- Your objective: Below are the records; restate all of them exactly.

- Saved entries:

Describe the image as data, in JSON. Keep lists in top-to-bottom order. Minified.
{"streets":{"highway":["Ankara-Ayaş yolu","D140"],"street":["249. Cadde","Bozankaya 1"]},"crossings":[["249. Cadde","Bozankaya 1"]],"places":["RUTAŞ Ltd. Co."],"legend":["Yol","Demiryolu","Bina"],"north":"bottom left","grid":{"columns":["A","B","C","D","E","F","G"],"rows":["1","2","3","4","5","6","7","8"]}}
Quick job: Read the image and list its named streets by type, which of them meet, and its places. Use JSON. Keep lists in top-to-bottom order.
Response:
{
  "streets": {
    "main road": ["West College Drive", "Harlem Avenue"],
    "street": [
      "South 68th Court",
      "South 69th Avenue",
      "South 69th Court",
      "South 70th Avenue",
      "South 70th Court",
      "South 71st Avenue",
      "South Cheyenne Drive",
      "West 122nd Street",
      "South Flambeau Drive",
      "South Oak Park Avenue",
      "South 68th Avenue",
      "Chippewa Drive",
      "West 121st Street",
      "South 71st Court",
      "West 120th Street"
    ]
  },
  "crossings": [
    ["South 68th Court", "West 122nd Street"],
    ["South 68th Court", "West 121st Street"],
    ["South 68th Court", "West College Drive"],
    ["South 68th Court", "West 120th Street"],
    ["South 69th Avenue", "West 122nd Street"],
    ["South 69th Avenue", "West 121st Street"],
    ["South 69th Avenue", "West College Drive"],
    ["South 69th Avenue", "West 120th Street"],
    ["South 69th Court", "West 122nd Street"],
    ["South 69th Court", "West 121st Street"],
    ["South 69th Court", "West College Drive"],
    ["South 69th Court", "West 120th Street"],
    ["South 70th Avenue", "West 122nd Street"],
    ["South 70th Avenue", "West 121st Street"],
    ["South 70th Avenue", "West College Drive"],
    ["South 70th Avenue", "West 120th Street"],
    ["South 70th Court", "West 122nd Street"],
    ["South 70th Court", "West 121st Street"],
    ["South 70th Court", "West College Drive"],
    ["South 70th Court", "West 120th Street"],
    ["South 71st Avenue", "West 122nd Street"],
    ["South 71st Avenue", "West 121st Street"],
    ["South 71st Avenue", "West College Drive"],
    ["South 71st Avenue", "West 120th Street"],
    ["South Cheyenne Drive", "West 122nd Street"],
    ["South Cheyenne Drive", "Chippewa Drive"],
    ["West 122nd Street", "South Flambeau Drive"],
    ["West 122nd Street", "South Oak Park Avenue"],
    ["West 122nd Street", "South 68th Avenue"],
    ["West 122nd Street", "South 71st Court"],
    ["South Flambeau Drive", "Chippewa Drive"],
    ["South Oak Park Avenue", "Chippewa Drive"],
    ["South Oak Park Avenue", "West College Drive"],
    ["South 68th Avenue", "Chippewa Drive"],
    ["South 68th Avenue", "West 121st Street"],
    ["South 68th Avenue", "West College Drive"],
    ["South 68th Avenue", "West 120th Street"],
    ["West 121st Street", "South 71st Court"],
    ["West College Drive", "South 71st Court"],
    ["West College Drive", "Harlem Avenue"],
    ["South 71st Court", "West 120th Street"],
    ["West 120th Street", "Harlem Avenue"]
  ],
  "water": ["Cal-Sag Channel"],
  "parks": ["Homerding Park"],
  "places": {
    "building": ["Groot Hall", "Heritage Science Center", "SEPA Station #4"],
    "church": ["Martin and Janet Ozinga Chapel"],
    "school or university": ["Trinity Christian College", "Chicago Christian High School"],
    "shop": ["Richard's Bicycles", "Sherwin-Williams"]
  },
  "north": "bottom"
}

- Output below:
Describe the image as data, in JSON. Keep lists in top-to-bottom order. Minified.
{"streets":{"highway":["Ankara-Ayaş yolu","D140"],"street":["249. Cadde","Bozankaya 1"]},"crossings":[["249. Cadde","Bozankaya 1"]],"places":["RUTAŞ Ltd. Co."],"legend":["Yol","Demiryolu","Bina"],"north":"bottom left","grid":{"columns":["A","B","C","D","E","F","G"],"rows":["1","2","3","4","5","6","7","8"]}}
Quick job: Read the image and list its named streets by type, which of them meet, and its places. Use JSON. Keep lists in top-to-bottom order.
Response:
{
  "streets": {
    "main road": ["West College Drive", "Harlem Avenue"],
    "street": [
      "South 68th Court",
      "South 69th Avenue",
      "South 69th Court",
      "South 70th Avenue",
      "South 70th Court",
      "South 71st Avenue",
      "South Cheyenne Drive",
      "West 122nd Street",
      "South Flambeau Drive",
      "South Oak Park Avenue",
      "South 68th Avenue",
      "Chippewa Drive",
      "West 121st Street",
      "South 71st Court",
      "West 120th Street"
    ]
  },
  "crossings": [
    ["South 68th Court", "West 122nd Street"],
    ["South 68th Court", "West 121st Street"],
    ["South 68th Court", "West College Drive"],
    ["South 68th Court", "West 120th Street"],
    ["South 69th Avenue", "West 122nd Street"],
    ["South 69th Avenue", "West 121st Street"],
    ["South 69th Avenue", "West College Drive"],
    ["South 69th Avenue", "West 120th Street"],
    ["South 69th Court", "West 122nd Street"],
    ["South 69th Court", "West 121st Street"],
    ["South 69th Court", "West College Drive"],
    ["South 69th Court", "West 120th Street"],
    ["South 70th Avenue", "West 122nd Street"],
    ["South 70th Avenue", "West 121st Street"],
    ["South 70th Avenue", "West College Drive"],
    ["South 70th Avenue", "West 120th Street"],
    ["South 70th Court", "West 122nd Street"],
    ["South 70th Court", "West 121st Street"],
    ["South 70th Court", "West College Drive"],
    ["South 70th Court", "West 120th Street"],
    ["South 71st Avenue", "West 122nd Street"],
    ["South 71st Avenue", "West 121st Street"],
    ["South 71st Avenue", "West College Drive"],
    ["South 71st Avenue", "West 120th Street"],
    ["South Cheyenne Drive", "West 122nd Street"],
    ["South Cheyenne Drive", "Chippewa Drive"],
    ["West 122nd Street", "South Flambeau Drive"],
    ["West 122nd Street", "South Oak Park Avenue"],
    ["West 122nd Street", "South 68th Avenue"],
    ["West 122nd Street", "South 71st Court"],
    ["South Flambeau Drive", "Chippewa Drive"],
    ["South Oak Park Avenue", "Chippewa Drive"],
    ["South Oak Park Avenue", "West College Drive"],
    ["South 68th Avenue", "Chippewa Drive"],
    ["South 68th Avenue", "West 121st Street"],
    ["South 68th Avenue", "West College Drive"],
    ["South 68th Avenue", "West 120th Street"],
    ["West 121st Street", "South 71st Court"],
    ["West College Drive", "South 71st Court"],
    ["West College Drive", "Harlem Avenue"],
    ["South 71st Court", "West 120th Street"],
    ["West 120th Street", "Harlem Avenue"]
  ],
  "water": ["Cal-Sag Channel"],
  "parks": ["Homerding Park"],
  "places": {
    "building": ["Groot Hall", "Heritage Science Center", "SEPA Station #4"],
    "church": ["Martin and Janet Ozinga Chapel"],
    "school or university": ["Trinity Christian College", "Chicago Christian High School"],
    "shop": ["Richard's Bicycles", "Sherwin-Williams"]
  },
  "north": "bottom"
}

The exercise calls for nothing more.